We can program this mindless device to announce, “Whenever the correlation exceeds some level, as it is in the tossed-splat example, print on the screen a cause was discovered.” Computers are good at finding these kinds of correlations in data, and they worked tirelessly. But a cause has not been discovered. Merely a correlation. Otherwise all the correlations listed at Spurious Correlations would be declared causes.

Saying computers can discover a universal like cause is equivalent in operation to hypothesis testing, though not necessarily with a p-value. If the criterion to say “cause” isn’t a p-value, it has to be something, some criterion that says, “Okay, before not-cause, now cause.” It doesn’t matter what it is, so if you think it’s not a p-value, swap out “p-value” below with what you have in mind (“in mind”—get it?). In the upcoming peer-reviewed paper (and therefore perfectly true and indisputable) “Everything Wrong With P-Values Under One Roof” (to be published in a Springer volume in January: watch for the announcement), I wrote:

In any given set of data, with some parameterized model, its p-value are assumed true, and thus the decisions based upon them sound. Theory insists on this. The decisions “work”, whether the p-value is wee or not wee.

Suppose a wee p-value. The null is rejected, and the “link” between the measure and the observable is taken as proved, or supported, or believable, or whatever it is “significance” means. We are then directed to act as if the hypothesis is true. Thus if it is shown that per capita cheese consumption and the number of people who died tangled in their bed sheets are “linked” via a wee p, we are to believe this. And we are to believe all of the links found at the humorous web site Spurious Correlations, \cite{vigen_2018}.

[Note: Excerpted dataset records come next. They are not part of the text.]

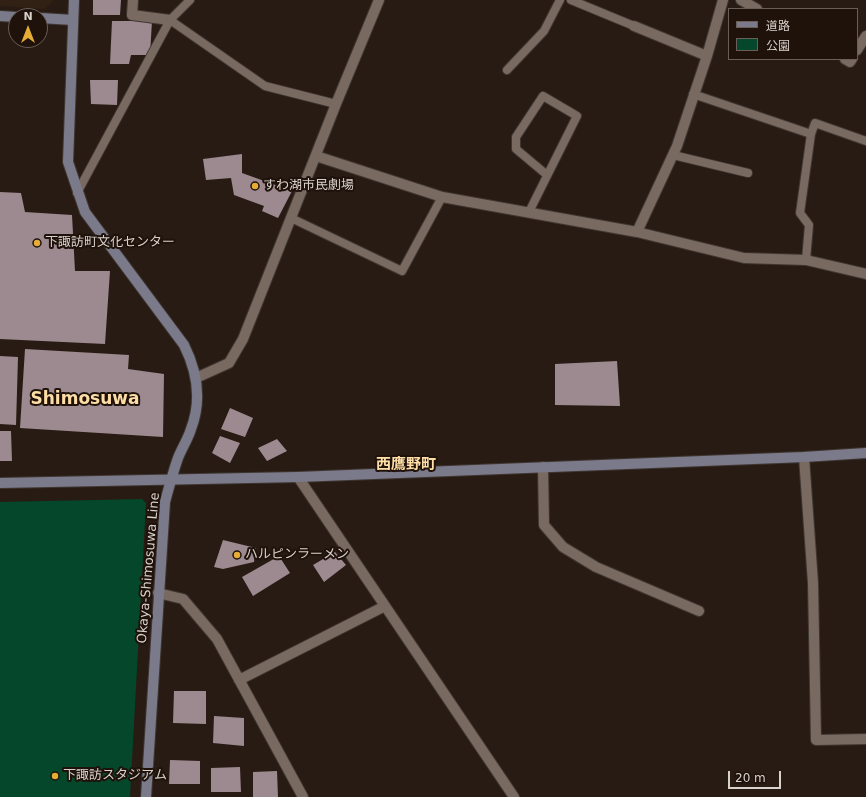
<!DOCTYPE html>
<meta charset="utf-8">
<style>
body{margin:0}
#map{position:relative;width:866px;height:797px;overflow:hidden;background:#281b14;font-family:"DejaVu Sans","Noto Sans JP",sans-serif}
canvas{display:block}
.legend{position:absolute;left:728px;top:8px;width:130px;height:52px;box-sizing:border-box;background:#1e120b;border:1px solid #695e58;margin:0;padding:5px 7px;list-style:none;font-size:12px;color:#d9d1cb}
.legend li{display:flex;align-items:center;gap:8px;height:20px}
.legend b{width:20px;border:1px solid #695e58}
.north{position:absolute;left:8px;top:8px;width:40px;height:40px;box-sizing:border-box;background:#1e120b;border:1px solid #695e58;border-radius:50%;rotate:0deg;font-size:11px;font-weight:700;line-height:16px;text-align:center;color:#d9d1cb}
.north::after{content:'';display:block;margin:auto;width:14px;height:18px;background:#e5ad36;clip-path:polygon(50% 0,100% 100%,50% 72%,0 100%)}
.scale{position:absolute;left:728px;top:771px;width:53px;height:18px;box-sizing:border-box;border:2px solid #d9d1cb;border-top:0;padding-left:5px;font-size:12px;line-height:14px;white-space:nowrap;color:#d9d1cb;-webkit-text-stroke:3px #1e120b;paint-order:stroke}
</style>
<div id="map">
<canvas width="866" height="797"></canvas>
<ul class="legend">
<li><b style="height:5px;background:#7b7a8b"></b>道路</li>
<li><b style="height:11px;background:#04472b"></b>公園</li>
</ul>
<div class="north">N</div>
<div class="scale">20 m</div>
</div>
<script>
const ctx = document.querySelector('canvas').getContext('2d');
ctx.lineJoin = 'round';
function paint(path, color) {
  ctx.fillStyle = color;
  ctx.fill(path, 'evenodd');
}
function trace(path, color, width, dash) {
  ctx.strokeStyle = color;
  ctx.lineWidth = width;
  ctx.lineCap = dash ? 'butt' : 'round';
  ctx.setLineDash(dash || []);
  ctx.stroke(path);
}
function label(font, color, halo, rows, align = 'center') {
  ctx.font = font + ' "DejaVu Sans","Noto Sans JP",sans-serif';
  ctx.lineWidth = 4;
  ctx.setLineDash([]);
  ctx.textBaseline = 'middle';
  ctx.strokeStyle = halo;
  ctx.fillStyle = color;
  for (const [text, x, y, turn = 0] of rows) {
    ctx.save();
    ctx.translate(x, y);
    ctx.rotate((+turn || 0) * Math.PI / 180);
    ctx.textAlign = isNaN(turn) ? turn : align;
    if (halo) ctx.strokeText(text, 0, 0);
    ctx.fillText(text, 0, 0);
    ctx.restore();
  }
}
const built = new Path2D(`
 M0 0H54L45 9 0 6Z`);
const green = new Path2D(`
 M142 499 146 503 130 797H0V502Z`);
const building = new Path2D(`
 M93 0H121L120 15H93Z
 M112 21H152L150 55H131L129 64H110Z
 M90 80H118L117 105 91 104Z
 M242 154V173L292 191 278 218 262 211 264 206 234 195 231 178 206 180 203 159Z
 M0 192 21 193 25 212 72 215 75 271H110L105 344 0 339Z
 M25 349 129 355 128 369 164 374 163 437 20 428Z
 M0 356 18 357 16 425 0 424Z
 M617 361 620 406 555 405V364Z
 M230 408 253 418 245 437 221 429Z
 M0 431H11L12 461H0Z
 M220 436 240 443 230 463 212 453Z
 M277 439 287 451 267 461 258 448Z
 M223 540 256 548 254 562 223 569 214 567Z
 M335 552 346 565 324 582 313 565Z
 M279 556 290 573 253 596 242 577Z
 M174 691H206V724L173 723Z
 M214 716 244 718V746L213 743Z
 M170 760 200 761V784H169Z
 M240 767 241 792H211V768Z
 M277 771 278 797H253V772Z`);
const lane = new Path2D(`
 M571 0 634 26
 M170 20 265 86 336 104
 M507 70 544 31 560 0
 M693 94 811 134 815 123 866 141
 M673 155 748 173
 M77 193 170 20 190 0
 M529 212 577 116 543 96 516 137V149L547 175
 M291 218 402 271 442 197
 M806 260 809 225 800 213 811 134`);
const street = new Path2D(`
 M133 0 132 15 170 20
 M741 0 757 9
 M634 26 707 56
 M857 50 866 36
 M845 59 850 62 852 59
 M316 156 442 197 637 232 744 258 806 260 866 274
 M637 232 677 146 707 56 723 0
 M196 378 229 363 243 339 336 104 379 0
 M804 457 813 583 816 740 866 739
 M543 467 544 525 563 547 596 567 699 611
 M298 477 514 797
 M158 593 183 599 217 639 303 797
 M239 680 385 606`);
const secondary = new Path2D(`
 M74 0 68 162 85 212 184 345C198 373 202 400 191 429 188 439 182 448 178 458 173 472 169 487 165 502L146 797
 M0 16 16 17
 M40 18 73 20
 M0 483 298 477 804 457 866 453`);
const markers = [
 [255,186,4,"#e5ad36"],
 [37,243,4,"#e5ad36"],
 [237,555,4,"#e5ad36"],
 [55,776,4,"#e5ad36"]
];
const poiNames = [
 ["すわ湖市民劇場",263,186],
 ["下諏訪町文化センター",45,243],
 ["ハルピンラーメン",245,555],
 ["下諏訪スタジアム",63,776]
];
const streetNames = [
 ["Okaya-Shimosuwa Line",149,568,-85]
];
const quarterNames = [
 ["西鷹野町",406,465]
];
const districtNames = [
 ["Shimosuwa",85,400]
];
paint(built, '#312014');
paint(green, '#04472b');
paint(building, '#9d8a90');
trace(lane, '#403732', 10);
trace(street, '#403732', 12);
trace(secondary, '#403732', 12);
trace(lane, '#796a61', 8);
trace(street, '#796a61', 10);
trace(secondary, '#7b7a8b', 10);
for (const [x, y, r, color] of markers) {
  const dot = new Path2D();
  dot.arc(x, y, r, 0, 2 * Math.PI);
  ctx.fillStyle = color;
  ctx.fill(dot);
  trace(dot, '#1e120b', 1.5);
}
label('13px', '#d9d1cb', '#1e120b', poiNames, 'left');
label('13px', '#d9d1cb', '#1e120b', streetNames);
label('bold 15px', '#fedea6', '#1e120b', quarterNames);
label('bold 17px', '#fedea6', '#1e120b', districtNames);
</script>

I should note that we can either accept that grief of loved ones strangulated in their beds drives increased cheese eating, or that cheese eating causes sheet strangulation. This is joke, but also a valid criticism. The direction of causal link is not mandated by the p-value, which is odd. That means the direction comes from outside the hypothesis test itself. Direction is thus (always) a form of prior information…

I go on to say that direction is a kind of prior information forbidden in frequentist theory. But direction is also not something in the data. It is something we extract, as part of the cause.

I have no doubt that our algorithms will fit curves better, though where free will is involved, or the system is physically complex, we will bump up against impossibility sooner or later, as we do in quantum mechanical events. I have perfect certainty that no computer will ever have a mind, because having a mind requires the cooperation of God. Computers may well pass the Turing test, but this is no feat. Even bureaucrats can pass it.